Google  


Wednesday, 3 February 2010

Remember Me

Last of the asks for today, folks, and definitely the oddest.

Jan is on a documentary photography course, and as part of her assignments, she has to create a portfolio. She has decided to record the impromptu tributes erected to people who have died from RTAs on the streets around Greenwich. She says:

"I am interested in capturing how and why deaths are remembered. Some tributes are just flowers, others have photographs and personal items. Some can be identified with a little research."

It is interesting - and quite a recent phenomenon. A few years ago, the most you might have seen would be a bunch of flowers tied to a lamppost.
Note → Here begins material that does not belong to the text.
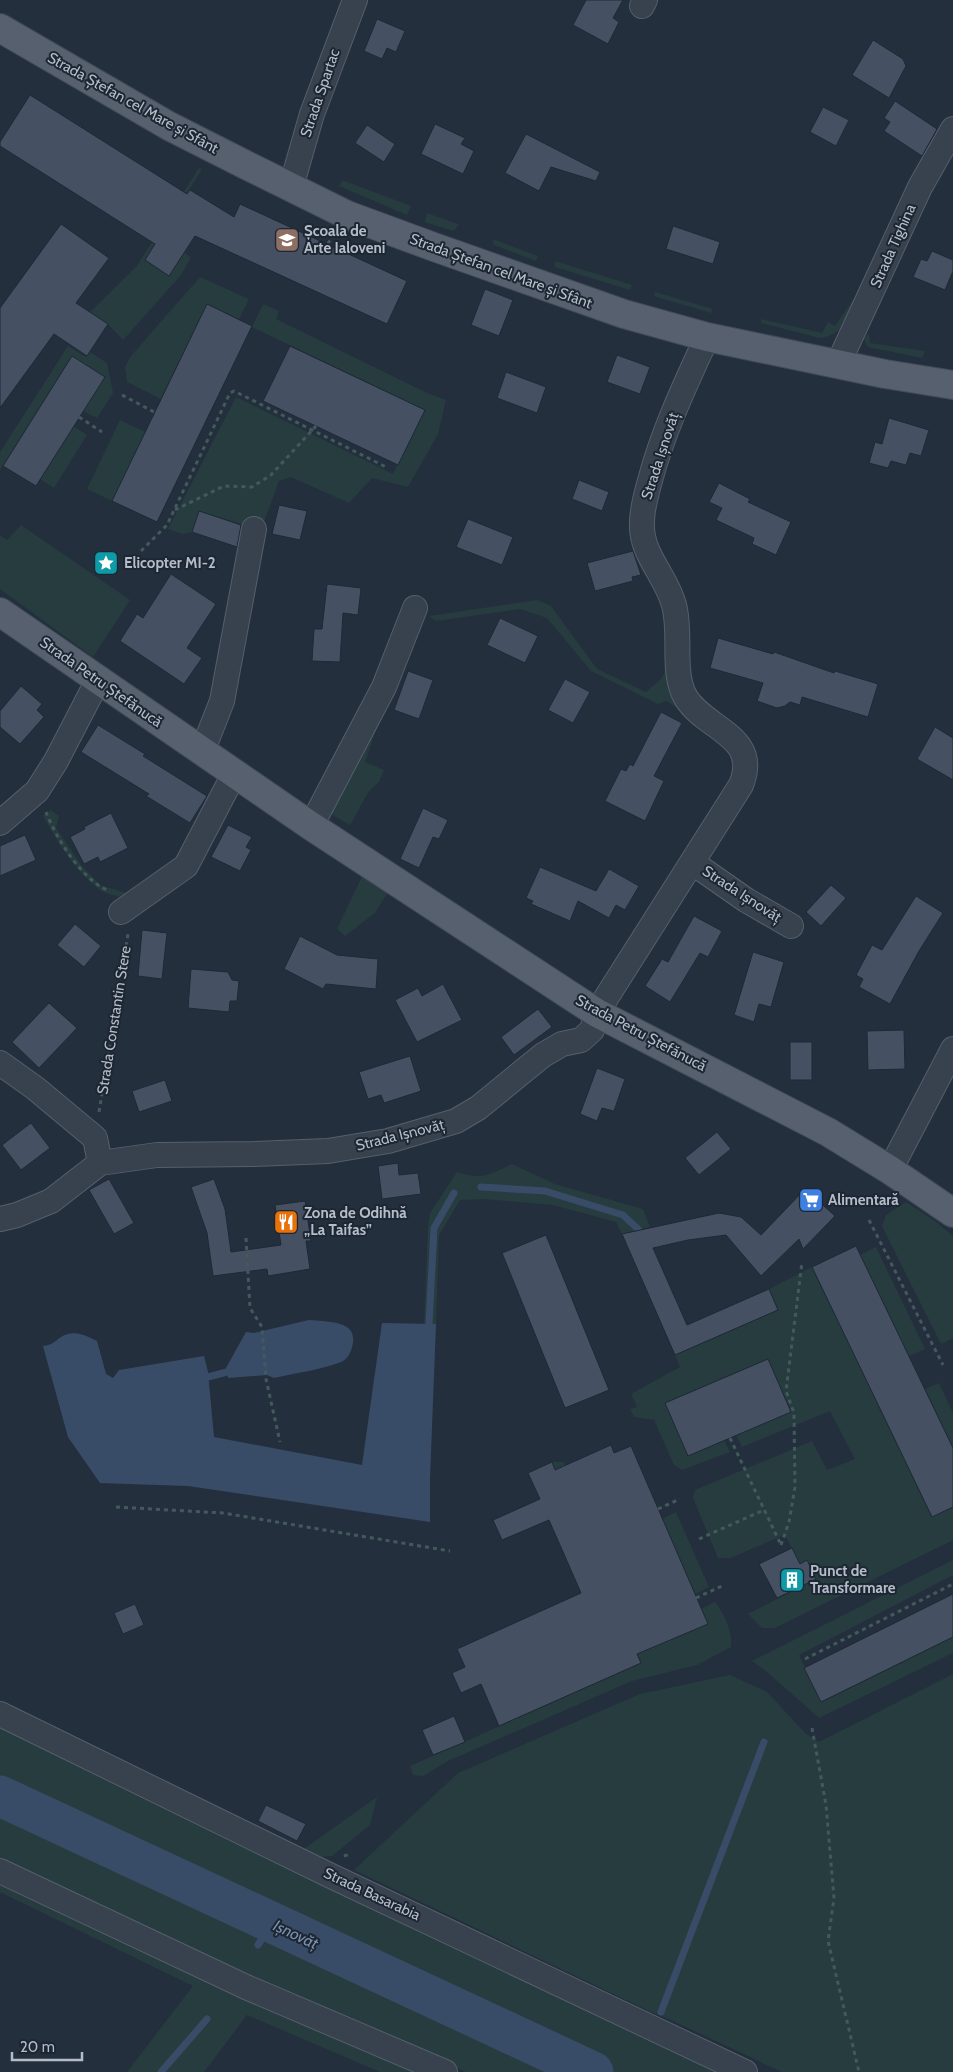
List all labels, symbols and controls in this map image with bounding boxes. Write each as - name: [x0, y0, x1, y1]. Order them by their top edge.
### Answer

Now the tributes are getting really quite large.

At first I wondered if a project like this might somehow be intruding upon private grief - but no - this is very definitely public grief - something we Brits have never been very good at in the past. Perhaps the advent of these roadside memorials is a nation trying to find new ways to explore the concept of grief from what is essentially scratch - we've always bottled it up before, and now we don't really know how to deal with it, so we're trying out different forms of expression. And Jan's decision to capture it is a fascinating social document of something happening now.

After getting over the shock that there are indeed enough of these things in the area to make a project from, I turned my thoughts to Jan's question, which is quite specific. She asks:

"For many years of driving up and down Shooters Hill Road I have noticed at the junction of Farjeon Road imitation flowers attached to a pole. I have been unable to find out why they are left there and what they "commemorate" if anything. Would you happen to know, as I would like to include this in my PF and am hoping to have a little background info for each image."

Parochial old Phantom, once again, has no idea - (oooh - Shooters Hill Road - it's -oh, about a mile away. Nah, guv, not my manor...) but maybe someone here does?

Oh - and Jan - maybe you could upload your project onto a website or a Flickr account so we can see the finished results?